In a statement Sunday afternoon Southwest said the cancellations began Friday as a result of weather challenges in Florida airports that “were compounded by unexpected air traffic control issues in the same region, triggering delays and prompting significant cancellations for us beginning Friday evening.”
Bay Area airports feel impact of Southwest flight cancellations
KELLIE HWANG, Chronicle: "Widespread cancellations and delays of Southwest Airlines flights, still not fully explained, continued to plague the carrier Sunday, with the impact felt at all the Bay Area’s major airports.
As of Sunday night, the airline had canceled more than 1,900 flights nationwide over the weekend, affecting almost a third of its schedule, according to flight tracking website FlightAware.
Southwest tweeted that “disruptive” weather and air traffic control issues were to blame, but no other airlines were logging major problems with their flight schedules, and it was not clear why those factors would affect only Southwest."
Here are 6 impactful new California laws Gavin Newsom signed over the weekend
DUSTIN GARDINER: "From banning gas-powered leaf blowers to requiring gender-neutral children’s sections in large stores, Gov. Gavin Newsom signed off on a host of new California laws over the weekend.
Newsom had until Sunday night to decide the fate of dozens of bills as the deadline approached for him to sign or veto new legislation for the year. But the governor finished his work by Saturday evening.
The signed measures take effect Jan. 1, unless noted otherwise. Here are six of the most impactful and interesting laws the governor approved in recent days."
Citizens review board leader wants to change the way it investigates deaths in custody
JEFF McDONALD, Union-Tribune: "The board that provides civilian oversight of the San Diego County Sheriff’s Department and the Probation Department wants to expand its authority and change the way it investigates deaths in custody.
Paul Parker, executive officer of the Citizens’ Law Enforcement Review Board, is proposing several reforms that will rewrite the way the appointed board monitors county law enforcement.
The 11-member board has professional investigators who look into in-custody deaths, uses of force that result in great bodily injury and public complaints of misconduct involving sheriff’s deputies or probation officers."
Academics at UC Berkeley, Stanford and MIT win Nobel Prize in economics
LATimes, AP: "Three U.S-based economists won the Nobel Prize in economics Monday for pioneering research on the labor market effects of minimum wage, immigration and education, and for creating the scientific framework to allow conclusions to be drawn from such studies that can’t use traditional methodology.
Canadian-born David Card, who teaches at UC Berkeley, was awarded one half of the prize, while the other half was shared by Joshua D. Angrist from the Massachusetts Institute of Technology and Dutch-born Guido W. Imbens, who teaches at Stanford University.
The Royal Swedish Academy of Sciences said the three have “completely reshaped empirical work in the economic sciences.”

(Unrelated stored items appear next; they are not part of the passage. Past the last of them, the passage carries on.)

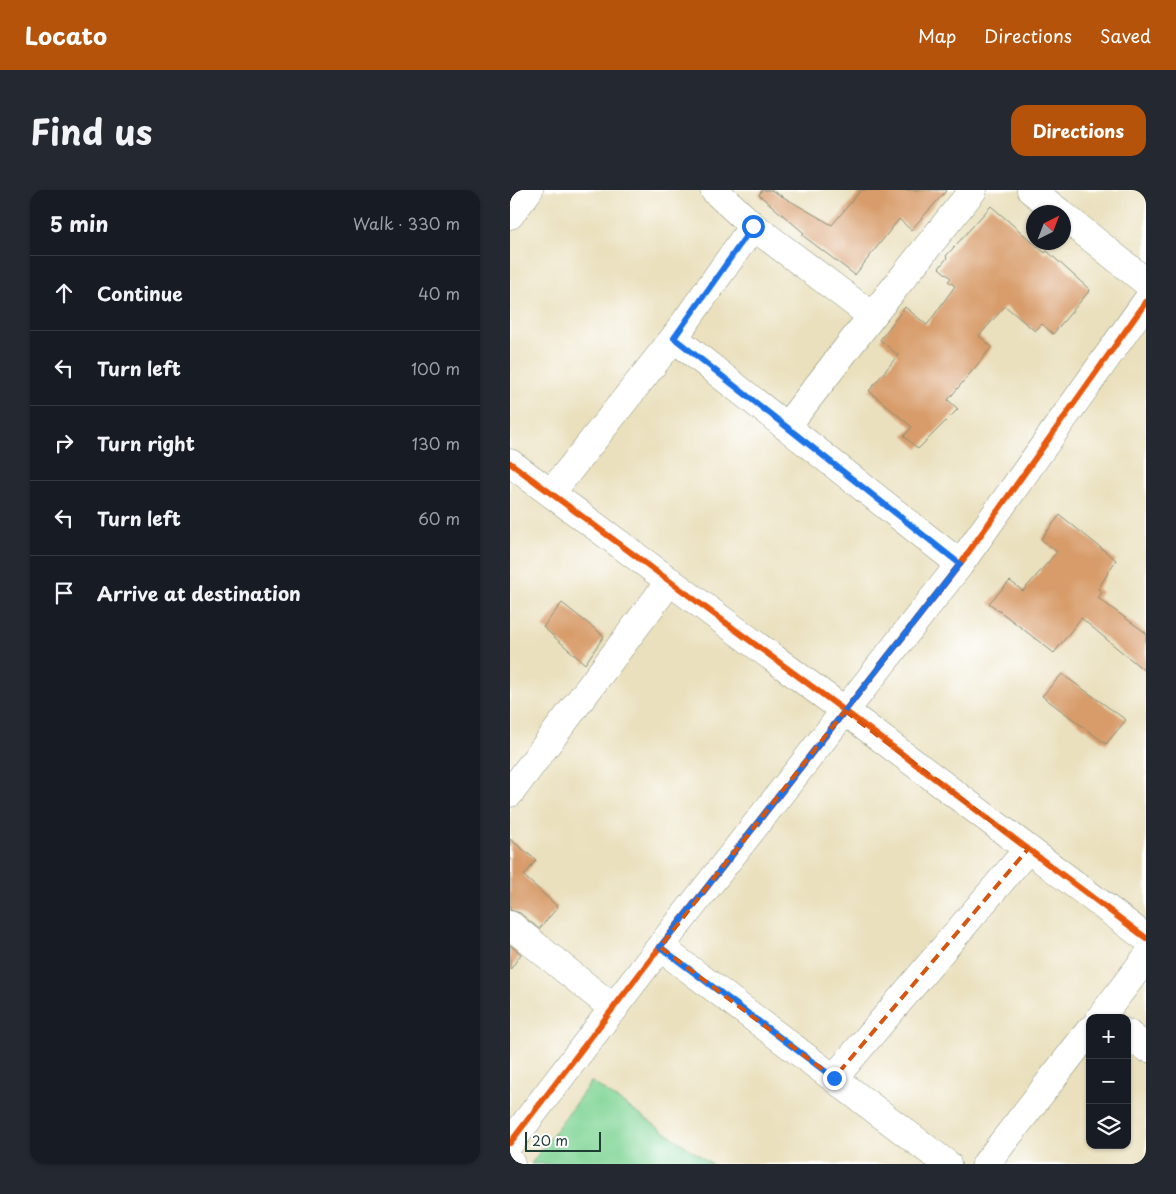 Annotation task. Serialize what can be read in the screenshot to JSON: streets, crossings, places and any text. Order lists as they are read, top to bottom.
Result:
{
  "scale_bar": "20 m",
  "north": "top right",
  "page": {
    "header": "Locato",
    "nav": ["Map", "Directions", "Saved"],
    "title": "Find us",
    "buttons": "Directions",
    "heading": ["5 min", "Walk · 330 m"],
    "list": [
      ["Continue", "40 m"],
      ["Turn left", "100 m"],
      ["Turn right", "130 m"],
      ["Turn left", "60 m"],
      "Arrive at destination"
    ],
    "map_buttons": ["+", "−"],
    "scale": "20 m"
  }
} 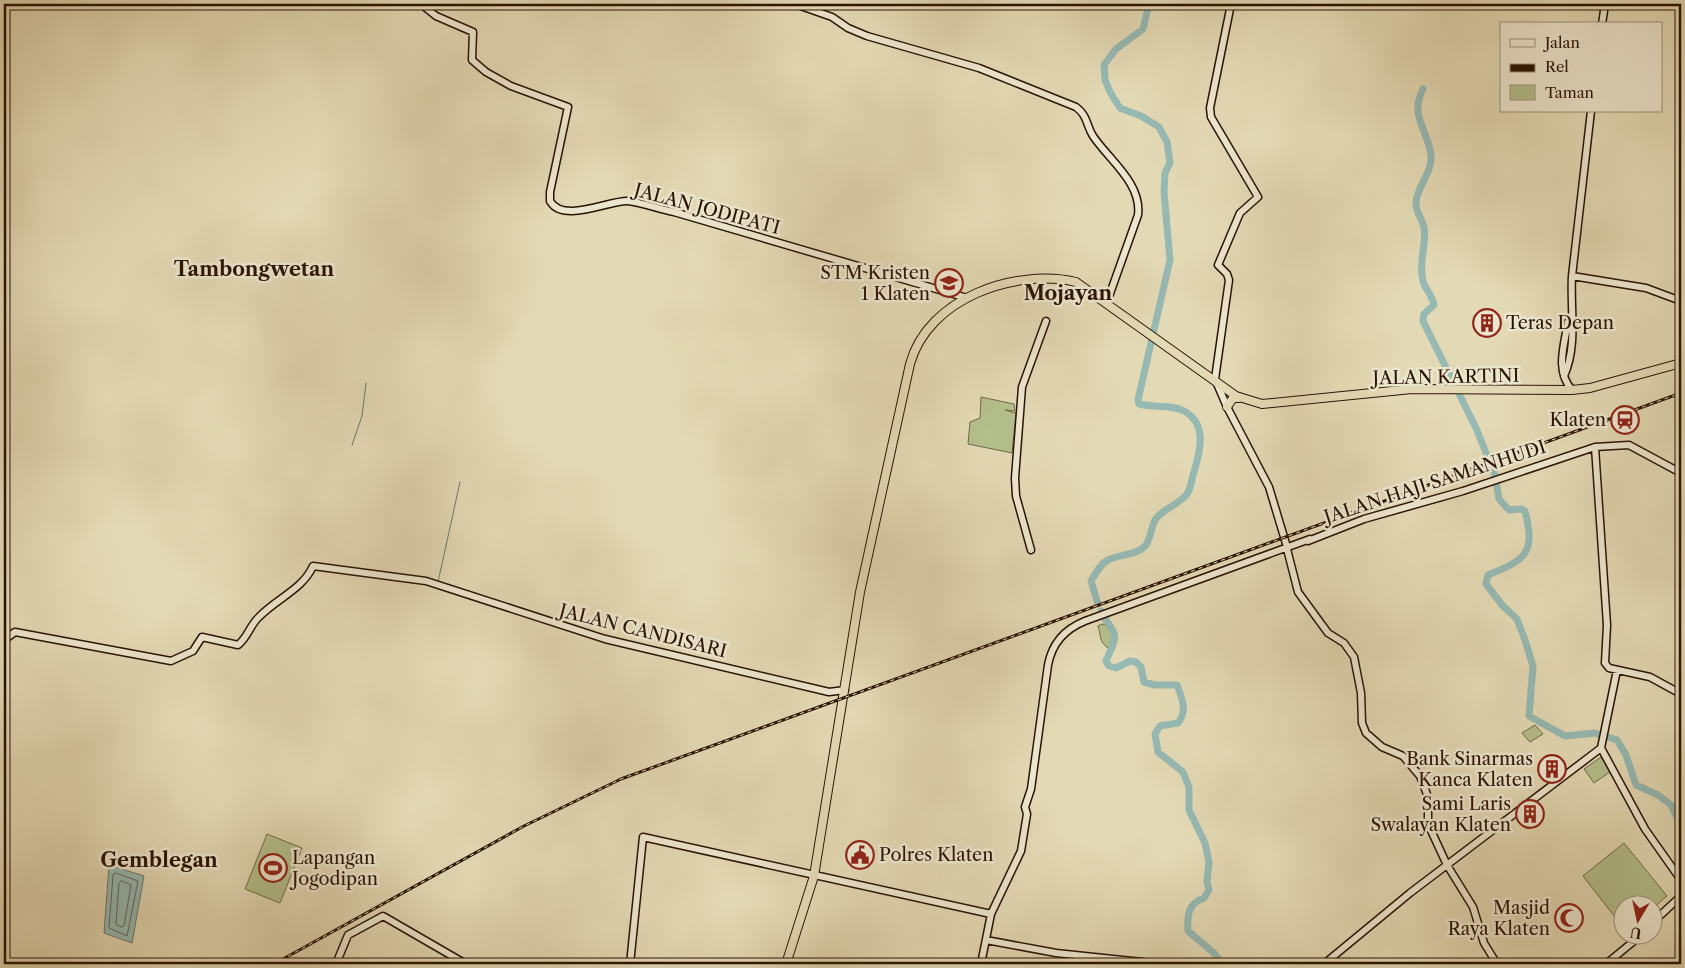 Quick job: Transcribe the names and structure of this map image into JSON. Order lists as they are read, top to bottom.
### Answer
{
  "streets": {
    "highway": ["JALAN KARTINI"],
    "street": ["JALAN JODIPATI", "JALAN HAJI SAMANHUDI", "JALAN CANDISARI"]
  },
  "crossings": [
    ["JALAN JODIPATI", "JALAN KARTINI"],
    ["JALAN KARTINI", "JALAN CANDISARI"]
  ],
  "districts": ["Tambongwetan", "Mojayan", "Gemblegan"],
  "places": {
    "school or university": ["STM Kristen 1 Klaten"],
    "building": ["Teras Depan", "Bank Sinarmas Kanca Klaten", "Sami Laris Swalayan Klaten"],
    "station": ["Klaten"],
    "public building": ["Polres Klaten"],
    "sports": ["Lapangan Jogodipan"],
    "mosque": ["Masjid Raya Klaten"]
  },
  "legend": ["Jalan", "Rel", "Taman"],
  "north": "bottom"
} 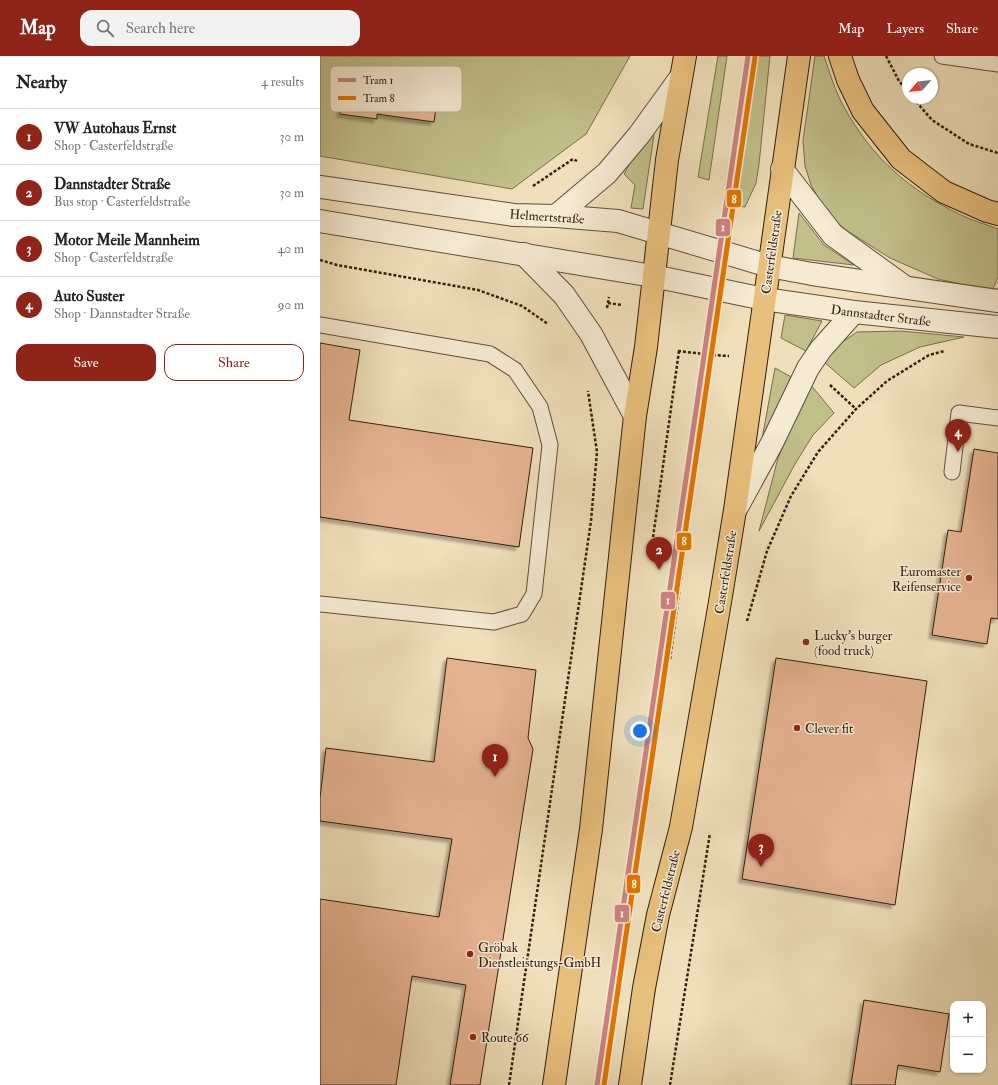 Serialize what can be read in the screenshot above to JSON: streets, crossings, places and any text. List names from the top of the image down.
{
  "streets": {
    "main road": ["Casterfeldstraße"],
    "street": ["Helmertstraße", "Dannstadter Straße"]
  },
  "crossings": [
    ["Helmertstraße", "Casterfeldstraße"],
    ["Casterfeldstraße", "Dannstadter Straße"]
  ],
  "places": [
    "Euromaster Reifenservice",
    "Lucky's burger (food truck)",
    "Clever fit",
    "Gröbak Dienstleistungs-GmbH",
    "Route 66"
  ],
  "lines": ["tram line 1", "tram line 8"],
  "legend": ["Tram 1", "Tram 8"],
  "north": "bottom left",
  "page": {
    "header": "Map",
    "search": "Search here",
    "nav": ["Map", "Layers", "Share"],
    "heading": ["Nearby", "4 results"],
    "list": [
      {
        "mark": "1",
        "name": "VW Autohaus Ernst",
        "note": "Shop · Casterfeldstraße",
        "value": "30 m"
      },
      {
        "mark": "2",
        "name": "Dannstadter Straße",
        "note": "Bus stop · Casterfeldstraße",
        "value": "30 m"
      },
      {
        "mark": "3",
        "name": "Motor Meile Mannheim",
        "note": "Shop · Casterfeldstraße",
        "value": "40 m"
      },
      {
        "mark": "4",
        "name": "Auto Suster",
        "note": "Shop · Dannstadter Straße",
        "value": "90 m"
      }
    ],
    "buttons": ["Save", "Share"],
    "pins": [
      "4",
      "2",
      "1",
      "3"
    ],
    "map_buttons": ["+", "−"]
  }
} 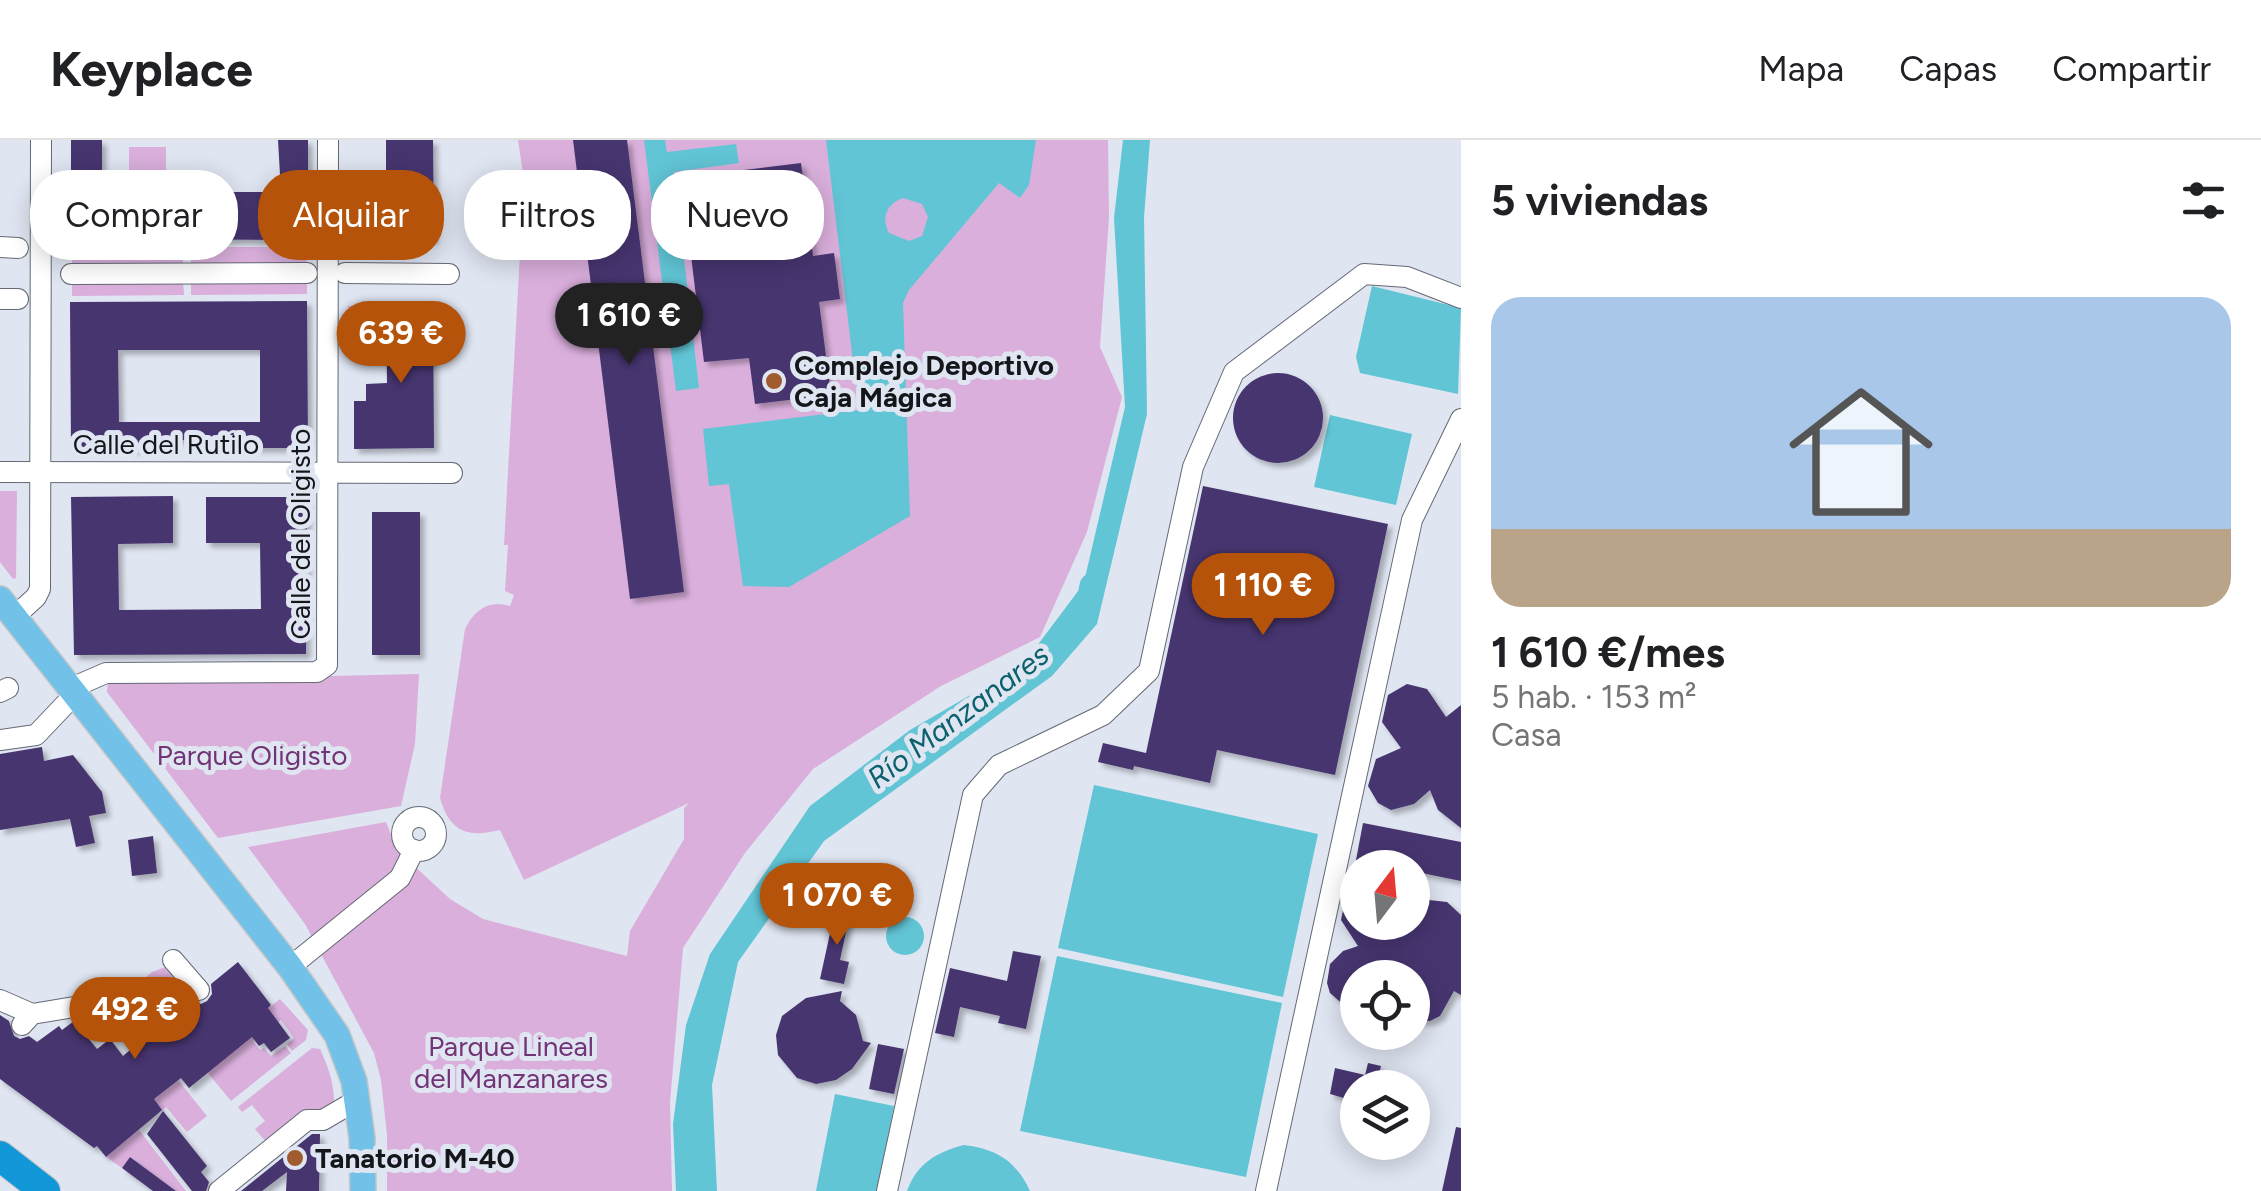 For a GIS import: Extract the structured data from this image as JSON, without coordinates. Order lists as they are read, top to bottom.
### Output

San Francisco poised for lower speed limits after Newsom signs legislation
RICARDO CANO, SF Chronicle: "Gov. Gavin Newsom signed into law a bill that gives local cities greater freedom to reduce their speed limits, and the new law is primed to be put to use in San Francisco as the city struggles to meet its goal to end traffic fatalities by 2024.
It’s not yet clear at what scale the city will exercise its newfound power to set speed limits under Assembly Bill 43, by Assembly Member Laura Friedman, D-Burbank, but officials and advocates described the legislation as a necessary reform in the battle to curb pedestrian fatalities.
“This opens up some new possibilities for saving lives here in San Francisco and other cities,” Marta Lindsey, spokesperson for the Walk San Francisco advocacy group, said in an email."
Woodland gang officers seize teenager’s trove of illegal guns and ammunition
VINCENT MOLESKI, SacBee: "The Woodland Police Department’s gang task force recently seized a teenager’s trove of illegally possessed guns and hundreds of rounds of ammunition.
In a news release, the Police Department said that officers were sent to a home on the 700 block of East Street after a couple said their 19-year-old son was suffering from mental health issues and was threatening to harm himself.
They also said he was seen putting a stash of guns into their trash bin, according to the police department."